A method that allows proteins to be tagged reversibly and repeatedly with a wide range of probes could revolutionize the way proteins function, biosynthesis and interactions are studied, researchers claim. The method, developed by a team at the University of California, San Diego, is based on Acyl carrier protein (ACP) labeling with 4’-phosphopantetheine (PPant) conjugated to a desired tag using its transferase (PPTase). This technique has been successfully used for protein isolation, and for protein visualization, and functional and structural studies, explain Michael D. Burkart, M.D., and colleagues. However, it’s not possible to easily reverse PPant attachment.
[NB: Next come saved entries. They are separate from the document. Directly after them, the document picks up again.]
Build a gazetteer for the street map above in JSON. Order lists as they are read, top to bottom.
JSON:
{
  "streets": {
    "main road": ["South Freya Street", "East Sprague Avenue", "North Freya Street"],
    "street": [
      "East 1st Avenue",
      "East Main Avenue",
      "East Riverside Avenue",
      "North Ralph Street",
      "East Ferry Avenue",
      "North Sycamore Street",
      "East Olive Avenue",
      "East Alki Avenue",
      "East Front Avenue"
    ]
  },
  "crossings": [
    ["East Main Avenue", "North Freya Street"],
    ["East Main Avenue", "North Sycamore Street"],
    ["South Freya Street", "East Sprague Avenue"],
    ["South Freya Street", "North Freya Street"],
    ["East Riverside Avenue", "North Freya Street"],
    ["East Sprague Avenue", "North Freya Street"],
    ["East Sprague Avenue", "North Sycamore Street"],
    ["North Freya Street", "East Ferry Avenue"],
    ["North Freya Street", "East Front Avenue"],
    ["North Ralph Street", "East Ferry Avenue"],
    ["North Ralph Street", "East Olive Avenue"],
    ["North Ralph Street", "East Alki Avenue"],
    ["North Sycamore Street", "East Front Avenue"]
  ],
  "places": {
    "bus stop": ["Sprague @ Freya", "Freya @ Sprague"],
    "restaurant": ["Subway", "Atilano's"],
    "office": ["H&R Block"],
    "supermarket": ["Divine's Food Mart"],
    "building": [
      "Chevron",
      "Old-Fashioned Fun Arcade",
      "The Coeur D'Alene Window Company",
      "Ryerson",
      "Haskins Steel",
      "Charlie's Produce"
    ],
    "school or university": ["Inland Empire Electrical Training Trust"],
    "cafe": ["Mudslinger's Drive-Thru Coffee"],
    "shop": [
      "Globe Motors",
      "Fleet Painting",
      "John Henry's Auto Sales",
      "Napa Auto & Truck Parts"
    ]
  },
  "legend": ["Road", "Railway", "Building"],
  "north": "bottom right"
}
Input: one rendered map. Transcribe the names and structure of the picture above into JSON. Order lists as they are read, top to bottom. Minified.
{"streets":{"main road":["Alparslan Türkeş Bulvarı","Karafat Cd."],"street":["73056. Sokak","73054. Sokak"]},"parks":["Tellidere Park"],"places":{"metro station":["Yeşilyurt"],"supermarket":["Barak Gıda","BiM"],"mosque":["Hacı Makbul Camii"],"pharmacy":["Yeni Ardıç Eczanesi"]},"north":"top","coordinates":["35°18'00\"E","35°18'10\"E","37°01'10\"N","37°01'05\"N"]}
To overcome this problem, the researchers used ACP hydrolase (AcpH), a phosphodiesterase from Pseudomonas aeruginosa 13, and Sfp, a PPTase from Bacillus subtilis, to swap different PPant-conjugated small molecules on free ACP and ACP fusion proteins. Their method, the culmination of some 10 years of research, was devised as part of their study of fatty acid metabolism and the biosynthesis of other natural products, in particular the production of biofuels from engineered algae. Importantly, “Without this tool, we would really have very limited ways of studying the dynamics of these fundamental metabolic processes,” professor Burkart states. “This opened the door for us to finally examine in detail the fatty acid biosynthesis shared by algae, which you have to understand if you want to engineer ways to improve the quantity of oil that’s made by algae. Importantly, NMR analysis confirmed theat the process of chemically removing and attaching probes doesn’t damage the protein. “We’ve shown that we can do this iteratively, at least four or five times, without any degradation of the protein,” professor Burkart claims. “The protein remains very stable and can be studied very easily.”
The investigators hope the ability to attach and remove probes to proteins will facilitate the study of a range of biosynthetic processes and pathways. “Given the multitude of existing opportunities for ACP labeling, particularly in work involving fusion-protein applications and natural-product biosynthetic studies, we believe that providing a reversible methodology will provide markedly improved flexibility for rapid modification of protein species,” the UCSD researchers write in their published paper in Nature Methods. “There’s a great interest now in synthetic biology, using these pathways to make new antibiotics or anti-cancer drugs,” professor Burkart adds. “They’re all regulated by these same types of interactions.”
The method should also have wide-ranging applications as a laboratory tool to visualize and track proteins on cells, and manipulate them in the extracellular environment, the team believes. “One could attach a tag, such as biotin, that would allow the protein to be purified. Then one can clip off the tag and attach a fluorescent molecule to monitor protein interaction with other molecular partners,” professor Burkart suggests. “The method could also be used for studying living cells, such as observing protein expression levels throughout the cellular life cycle.”
The authors report their technology in a paper titled “Reversible labeling of native and fusion-protein motifs.”